The Spiritual Insights that we receive from this research on using the electron beam coupled with van der Waals material to produce X-rays along with the ability to more accurately and precisely control the amount of X-ray radiation which may lead to higher resolution measurements tends to draw these things out in the sense of interpretation. One’s method of interpretation or theology may not necessarily result in a higher resolution understanding of the meaning of the Scriptures, and more specifically, how we are to live our lives before God to bring Glory to His Name. One of Paul’s primary concerns in his letter to the Philippians was that of one conducting his or her self in a manner that is worthy of the gospel of Christ. This is what he is saying to the Philippians according to Philippians 1:27-30.

Philippians 1:27-30

1:27 Only conduct yourselves in a manner worthy of the gospel of Christ, so that whether I come and see you or remain absent, I will hear of you that you are standing firm in one spirit, with one mind striving together for the faith of the gospel; 1:28 in no way alarmed by your opponents which is a sign of destruction for them, but of salvation for you, and that too from God. 1:29 For to you it has been granted for Christ’s sake, not only to believe in Him, but also to suffer for His sake, 1:30 experiencing the same conflict which you saw in me, and now hear to be in me. (NASB)
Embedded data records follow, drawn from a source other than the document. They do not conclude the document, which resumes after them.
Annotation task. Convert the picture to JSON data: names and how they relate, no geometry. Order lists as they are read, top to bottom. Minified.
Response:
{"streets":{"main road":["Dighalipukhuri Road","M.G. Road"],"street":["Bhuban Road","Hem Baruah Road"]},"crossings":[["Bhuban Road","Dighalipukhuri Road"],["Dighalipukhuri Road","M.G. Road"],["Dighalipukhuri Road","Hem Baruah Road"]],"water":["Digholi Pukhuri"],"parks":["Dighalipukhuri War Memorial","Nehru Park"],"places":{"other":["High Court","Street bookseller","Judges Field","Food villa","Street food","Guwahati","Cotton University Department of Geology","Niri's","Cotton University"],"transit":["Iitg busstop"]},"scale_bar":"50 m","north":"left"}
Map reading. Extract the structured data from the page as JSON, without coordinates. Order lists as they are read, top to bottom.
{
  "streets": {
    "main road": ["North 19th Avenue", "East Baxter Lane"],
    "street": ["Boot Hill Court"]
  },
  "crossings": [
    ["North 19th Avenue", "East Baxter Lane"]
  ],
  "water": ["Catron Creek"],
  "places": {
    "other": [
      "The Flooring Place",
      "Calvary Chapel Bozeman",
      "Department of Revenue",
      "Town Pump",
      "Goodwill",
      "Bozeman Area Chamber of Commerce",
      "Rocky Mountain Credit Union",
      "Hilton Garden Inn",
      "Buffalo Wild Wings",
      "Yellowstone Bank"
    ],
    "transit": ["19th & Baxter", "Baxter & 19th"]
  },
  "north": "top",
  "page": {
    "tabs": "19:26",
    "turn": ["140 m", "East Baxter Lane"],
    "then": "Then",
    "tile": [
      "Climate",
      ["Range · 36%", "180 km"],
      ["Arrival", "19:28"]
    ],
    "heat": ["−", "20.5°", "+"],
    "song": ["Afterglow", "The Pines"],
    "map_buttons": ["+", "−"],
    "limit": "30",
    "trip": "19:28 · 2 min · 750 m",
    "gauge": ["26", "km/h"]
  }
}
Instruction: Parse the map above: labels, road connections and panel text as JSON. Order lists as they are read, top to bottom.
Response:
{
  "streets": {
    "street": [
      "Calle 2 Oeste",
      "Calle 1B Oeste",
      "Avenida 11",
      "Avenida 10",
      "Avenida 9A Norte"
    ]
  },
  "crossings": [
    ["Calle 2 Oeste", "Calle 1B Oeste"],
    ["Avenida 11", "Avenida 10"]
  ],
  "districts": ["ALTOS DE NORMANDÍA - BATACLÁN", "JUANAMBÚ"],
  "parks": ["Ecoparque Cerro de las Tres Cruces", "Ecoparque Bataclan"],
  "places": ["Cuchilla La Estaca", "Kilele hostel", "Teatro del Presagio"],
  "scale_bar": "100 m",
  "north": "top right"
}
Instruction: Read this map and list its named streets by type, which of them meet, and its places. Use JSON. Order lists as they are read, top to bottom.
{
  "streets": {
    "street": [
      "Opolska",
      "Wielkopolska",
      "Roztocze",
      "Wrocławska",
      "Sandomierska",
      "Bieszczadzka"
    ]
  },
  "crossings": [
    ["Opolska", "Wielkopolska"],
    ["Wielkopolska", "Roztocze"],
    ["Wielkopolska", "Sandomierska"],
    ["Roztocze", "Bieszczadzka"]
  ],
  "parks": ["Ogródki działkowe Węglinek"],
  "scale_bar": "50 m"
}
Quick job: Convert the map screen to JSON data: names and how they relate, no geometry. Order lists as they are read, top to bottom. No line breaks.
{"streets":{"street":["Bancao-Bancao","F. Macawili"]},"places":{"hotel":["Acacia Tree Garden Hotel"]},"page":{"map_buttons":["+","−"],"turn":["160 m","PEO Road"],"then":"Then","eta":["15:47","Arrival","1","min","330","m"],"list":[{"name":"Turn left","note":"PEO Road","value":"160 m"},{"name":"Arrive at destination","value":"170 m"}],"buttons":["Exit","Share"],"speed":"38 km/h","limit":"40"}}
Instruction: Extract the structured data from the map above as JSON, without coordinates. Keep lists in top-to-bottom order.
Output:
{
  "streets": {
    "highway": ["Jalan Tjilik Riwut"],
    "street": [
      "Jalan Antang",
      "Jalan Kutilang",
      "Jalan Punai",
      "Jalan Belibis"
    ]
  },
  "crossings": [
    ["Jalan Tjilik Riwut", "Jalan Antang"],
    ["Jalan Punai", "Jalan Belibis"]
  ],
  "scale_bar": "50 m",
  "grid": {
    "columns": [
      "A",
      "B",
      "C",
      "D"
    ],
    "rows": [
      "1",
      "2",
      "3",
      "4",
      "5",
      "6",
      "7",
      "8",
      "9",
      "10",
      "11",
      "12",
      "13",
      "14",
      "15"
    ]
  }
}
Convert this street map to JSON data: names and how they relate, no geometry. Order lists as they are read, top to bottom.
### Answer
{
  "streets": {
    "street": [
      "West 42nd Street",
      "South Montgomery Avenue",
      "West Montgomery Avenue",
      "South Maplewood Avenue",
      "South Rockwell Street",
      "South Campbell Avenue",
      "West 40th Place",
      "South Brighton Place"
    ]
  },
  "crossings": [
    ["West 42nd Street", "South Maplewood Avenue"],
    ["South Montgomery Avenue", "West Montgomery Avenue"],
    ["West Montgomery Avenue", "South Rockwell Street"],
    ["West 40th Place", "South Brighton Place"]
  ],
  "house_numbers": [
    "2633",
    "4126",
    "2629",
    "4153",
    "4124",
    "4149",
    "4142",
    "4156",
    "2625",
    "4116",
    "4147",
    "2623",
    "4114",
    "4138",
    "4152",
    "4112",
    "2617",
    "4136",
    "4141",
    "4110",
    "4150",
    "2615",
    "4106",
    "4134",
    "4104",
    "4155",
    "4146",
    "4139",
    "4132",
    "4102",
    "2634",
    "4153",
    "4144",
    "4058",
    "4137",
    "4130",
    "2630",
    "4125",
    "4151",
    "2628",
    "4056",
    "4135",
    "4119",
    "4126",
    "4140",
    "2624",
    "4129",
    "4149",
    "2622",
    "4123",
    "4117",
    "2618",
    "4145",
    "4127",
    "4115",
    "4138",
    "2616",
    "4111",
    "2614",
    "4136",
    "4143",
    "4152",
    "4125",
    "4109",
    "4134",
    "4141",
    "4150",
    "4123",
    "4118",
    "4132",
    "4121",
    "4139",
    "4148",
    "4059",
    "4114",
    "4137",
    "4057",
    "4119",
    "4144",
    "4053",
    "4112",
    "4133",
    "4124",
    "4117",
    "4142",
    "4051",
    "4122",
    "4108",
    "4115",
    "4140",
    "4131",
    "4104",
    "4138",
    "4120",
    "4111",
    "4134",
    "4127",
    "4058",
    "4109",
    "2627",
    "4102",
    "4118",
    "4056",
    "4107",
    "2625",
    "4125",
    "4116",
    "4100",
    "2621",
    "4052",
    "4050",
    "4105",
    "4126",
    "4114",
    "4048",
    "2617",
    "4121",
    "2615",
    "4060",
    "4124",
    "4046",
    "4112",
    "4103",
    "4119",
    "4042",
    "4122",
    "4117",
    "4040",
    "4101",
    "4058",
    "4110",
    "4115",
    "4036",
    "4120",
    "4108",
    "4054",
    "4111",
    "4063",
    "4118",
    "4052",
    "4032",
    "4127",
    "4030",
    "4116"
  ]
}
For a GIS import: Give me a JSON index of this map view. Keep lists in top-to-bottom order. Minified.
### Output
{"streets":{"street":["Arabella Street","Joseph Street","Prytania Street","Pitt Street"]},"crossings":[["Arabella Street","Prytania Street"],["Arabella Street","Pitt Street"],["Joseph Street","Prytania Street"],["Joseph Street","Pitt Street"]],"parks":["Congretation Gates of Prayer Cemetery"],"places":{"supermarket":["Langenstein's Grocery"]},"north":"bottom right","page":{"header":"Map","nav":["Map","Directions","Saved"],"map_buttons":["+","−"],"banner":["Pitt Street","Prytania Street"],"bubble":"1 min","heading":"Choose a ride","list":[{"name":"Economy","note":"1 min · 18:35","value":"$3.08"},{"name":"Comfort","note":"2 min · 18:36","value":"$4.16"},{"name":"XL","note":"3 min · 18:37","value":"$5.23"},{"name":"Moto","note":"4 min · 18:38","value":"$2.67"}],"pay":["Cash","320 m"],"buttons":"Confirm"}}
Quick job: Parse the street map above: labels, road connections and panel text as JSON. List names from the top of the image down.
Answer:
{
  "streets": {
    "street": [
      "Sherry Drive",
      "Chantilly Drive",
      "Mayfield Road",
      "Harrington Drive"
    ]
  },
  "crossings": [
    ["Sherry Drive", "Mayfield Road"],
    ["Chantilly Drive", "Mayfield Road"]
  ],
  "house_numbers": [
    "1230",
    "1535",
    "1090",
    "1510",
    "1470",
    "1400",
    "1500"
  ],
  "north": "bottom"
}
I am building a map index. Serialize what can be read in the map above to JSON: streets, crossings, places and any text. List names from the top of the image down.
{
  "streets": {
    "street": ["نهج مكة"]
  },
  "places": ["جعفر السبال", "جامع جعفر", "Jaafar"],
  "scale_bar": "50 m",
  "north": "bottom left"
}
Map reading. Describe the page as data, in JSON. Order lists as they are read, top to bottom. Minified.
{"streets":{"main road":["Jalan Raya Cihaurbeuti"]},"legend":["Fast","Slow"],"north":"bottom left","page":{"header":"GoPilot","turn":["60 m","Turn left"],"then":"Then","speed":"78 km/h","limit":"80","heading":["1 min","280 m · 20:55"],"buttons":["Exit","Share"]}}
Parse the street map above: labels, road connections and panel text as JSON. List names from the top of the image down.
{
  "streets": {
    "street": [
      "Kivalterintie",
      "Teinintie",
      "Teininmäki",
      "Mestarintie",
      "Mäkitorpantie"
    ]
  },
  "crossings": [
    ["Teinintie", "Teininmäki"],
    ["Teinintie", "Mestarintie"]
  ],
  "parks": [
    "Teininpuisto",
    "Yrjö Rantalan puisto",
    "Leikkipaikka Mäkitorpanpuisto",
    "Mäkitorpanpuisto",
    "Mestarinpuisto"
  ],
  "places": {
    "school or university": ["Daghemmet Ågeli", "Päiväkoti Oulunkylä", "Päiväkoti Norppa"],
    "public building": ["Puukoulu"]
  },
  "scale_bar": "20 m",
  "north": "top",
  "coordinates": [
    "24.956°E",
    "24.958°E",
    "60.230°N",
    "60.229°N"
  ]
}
Paul writes of the importance of conducting ourselves in a manner that is worthy of the gospel. This means that we remain true to God’s Word, we are living out our faith, and that we will be persecuted for standing firm in our faith. Paul is reminding us of our responsibility to walk in a worthy manner. The gospel speaks of the life, death, burial, and resurrection of Yeshua, and of the Lord God dwelling in our midst. Because of these things, we are called to live ethically and moral lives standing for the truth and not a lie.  We have a responsibility to this as the people of God. The Greek and Hebrew translations state the following:

Μόνον ἀξίως τοῦ εὐαγγελίου τοῦ Χριστοῦ πολιτεύεσθε, ἵνα εἴτε ἐλθὼν καὶ ἰδὼν ὑμᾶς εἴτε ἀπὼν ἀκούω τὰ περὶ ὑμῶν, ὅτι στήκετε ἐν ἑνὶ πνεύματι, μιᾷ ψυχῇ συναθλοῦντες τῇ πίστει τοῦ εὐαγγελίου

רַק הִתְנַהֲגוּ כָּרָאוּי לִבְשׂוֹרַת הַמָּשִׁיחַ, לְמַעַן אֶשְׁמַע עֲלֵיכֶם – אִם בְּבוֹאִי לִרְאוֹתְכֶם, אִם בִּהְיוֹתִי רָחוֹק מִכֶּם – כִּי עוֹמְדִים אַתֶּם בְּרוּחַ אַחַת וְנִלְחָמִים בְּלֵב אֶחָד בְּעַד אֱמוּנַת הַבְּשׂוֹרָה

1:27 Only conduct yourselves in a manner worthy of the gospel of Christ, so that whether I come and see you or remain absent, I will hear of you that you are standing firm in one spirit, with one mind striving together for the faith of the gospel;

In the Greek text, the word ἀξίως (Axios, worthy) has the meaning of weightiness in the sense of something having value. In the Hebrew translation we see the use of the word הִתְנַהֲגוּ כָּרָאוּי from the root word נָהַג and רָאָה meaning “to be driven, led, or guided,” and “to see,” respectively. (where the word כָּרָאוּי means “properly”) This suggests how we are led by the Spirit of God in a way that has great value that is consistent with the gospel. Both the Hebrew and Greek texts draw out how the Lord God is moving inside of us, guiding us by His Spirit, and we are to humble our lives submitting to His calling and move. We should walk in a way that demonstrates the extreme value, the extreme worth of the gospel in our lives. The implication by Paul’s exhortation is that some people were not walking worthy. People were being tempted to not live according to God’s Word and possibly even have fallen way, which is the end result. How do we walk in a manner worthy of the gospel? In this text Paul describes what it means to walk worthy of this gospel is to live in a manner that honors Yeshua and his sacrifice for us. The point of Paul’s message is that living worthy of the kingdom is not just a mental exercise (faith) but it is actually living out our faith!